What could be said or digged about same facilities onboardcJapanese carriers/flag ships?
From what I could understand reading Shattered Sword & al, most of Japanese carriers didn't even have a flag plot, owing to their very small island. In the end the command facilities were rather bare. I am interested to know the floor plan of other facilities inside the island, and especially how they looked like. Any input regarding this matter will be very instructive indeed.
ORIGINAL: wegman58

In the 1970s and 1980s you could have Combat Information Centers on US ships with enlisted men with grease pencils writing backwards behind boards to show where threats were.

The SPRUANCE class destroyers were a step up with lots of electronics, but before that - not so much.

And in the mid-1980s on a KNOX class frigate you had an enlisted guy, a grease pencil, a sound powered phone and a map of the ship showing the Captain where the damage was.

The screens with all the stuff are a modern (late Cold War) invention.

One of the advantages to the old fashioned way is you have battery powered lights and the phone line didn't get cut a power outage didn't kill command and control.

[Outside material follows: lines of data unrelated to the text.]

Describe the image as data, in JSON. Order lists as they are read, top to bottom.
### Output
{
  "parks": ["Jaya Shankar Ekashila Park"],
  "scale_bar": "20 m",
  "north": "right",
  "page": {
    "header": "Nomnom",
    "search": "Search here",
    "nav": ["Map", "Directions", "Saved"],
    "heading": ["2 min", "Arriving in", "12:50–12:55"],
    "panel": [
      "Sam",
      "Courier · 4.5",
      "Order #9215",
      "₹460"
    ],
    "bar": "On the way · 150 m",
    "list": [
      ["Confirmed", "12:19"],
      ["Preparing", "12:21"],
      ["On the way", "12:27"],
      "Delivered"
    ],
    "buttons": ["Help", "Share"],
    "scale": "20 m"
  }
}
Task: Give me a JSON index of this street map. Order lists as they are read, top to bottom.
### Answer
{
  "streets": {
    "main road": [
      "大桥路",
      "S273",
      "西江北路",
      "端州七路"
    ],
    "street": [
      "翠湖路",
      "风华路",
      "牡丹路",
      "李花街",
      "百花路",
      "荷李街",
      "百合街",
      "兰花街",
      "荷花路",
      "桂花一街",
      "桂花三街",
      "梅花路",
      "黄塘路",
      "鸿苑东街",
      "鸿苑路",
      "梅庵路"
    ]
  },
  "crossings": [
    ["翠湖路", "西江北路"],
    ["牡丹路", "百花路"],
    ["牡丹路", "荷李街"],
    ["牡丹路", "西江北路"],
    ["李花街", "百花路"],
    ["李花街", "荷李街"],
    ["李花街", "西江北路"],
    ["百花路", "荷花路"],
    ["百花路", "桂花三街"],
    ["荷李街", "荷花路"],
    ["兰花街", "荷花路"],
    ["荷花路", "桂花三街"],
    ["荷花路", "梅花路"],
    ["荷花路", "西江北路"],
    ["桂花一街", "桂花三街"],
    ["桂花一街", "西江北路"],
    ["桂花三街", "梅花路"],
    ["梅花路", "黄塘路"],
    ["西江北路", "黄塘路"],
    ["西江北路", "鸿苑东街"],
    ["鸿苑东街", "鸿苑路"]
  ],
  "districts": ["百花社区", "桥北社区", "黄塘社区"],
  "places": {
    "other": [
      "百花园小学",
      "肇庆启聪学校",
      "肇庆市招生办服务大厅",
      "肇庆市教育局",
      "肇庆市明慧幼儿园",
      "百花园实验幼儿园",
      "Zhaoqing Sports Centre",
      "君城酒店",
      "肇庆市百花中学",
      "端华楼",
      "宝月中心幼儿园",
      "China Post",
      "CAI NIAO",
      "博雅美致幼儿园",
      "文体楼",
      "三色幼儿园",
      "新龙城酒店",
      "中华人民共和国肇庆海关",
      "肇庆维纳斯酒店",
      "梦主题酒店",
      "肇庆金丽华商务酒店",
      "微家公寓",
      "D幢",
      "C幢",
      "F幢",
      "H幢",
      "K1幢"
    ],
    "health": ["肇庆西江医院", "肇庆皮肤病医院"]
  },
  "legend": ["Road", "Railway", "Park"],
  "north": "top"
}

Well then I suppose that 1943 technology was rather close to 1942 technology in that regard indeed. Even if I have to rely on CIC models for pre-war carriers, I suppose I will not stroll too far away from the truth ^^
Obviously one of the big achievements of the CIC concept is to put everybody together in the same ecosystem and optimize information sharing. But afterall, the fact that Hornet was provided with a prototype CIC as early as 1941 probably shows that the organizational leap was quite something, but still wasn't supernatural per se.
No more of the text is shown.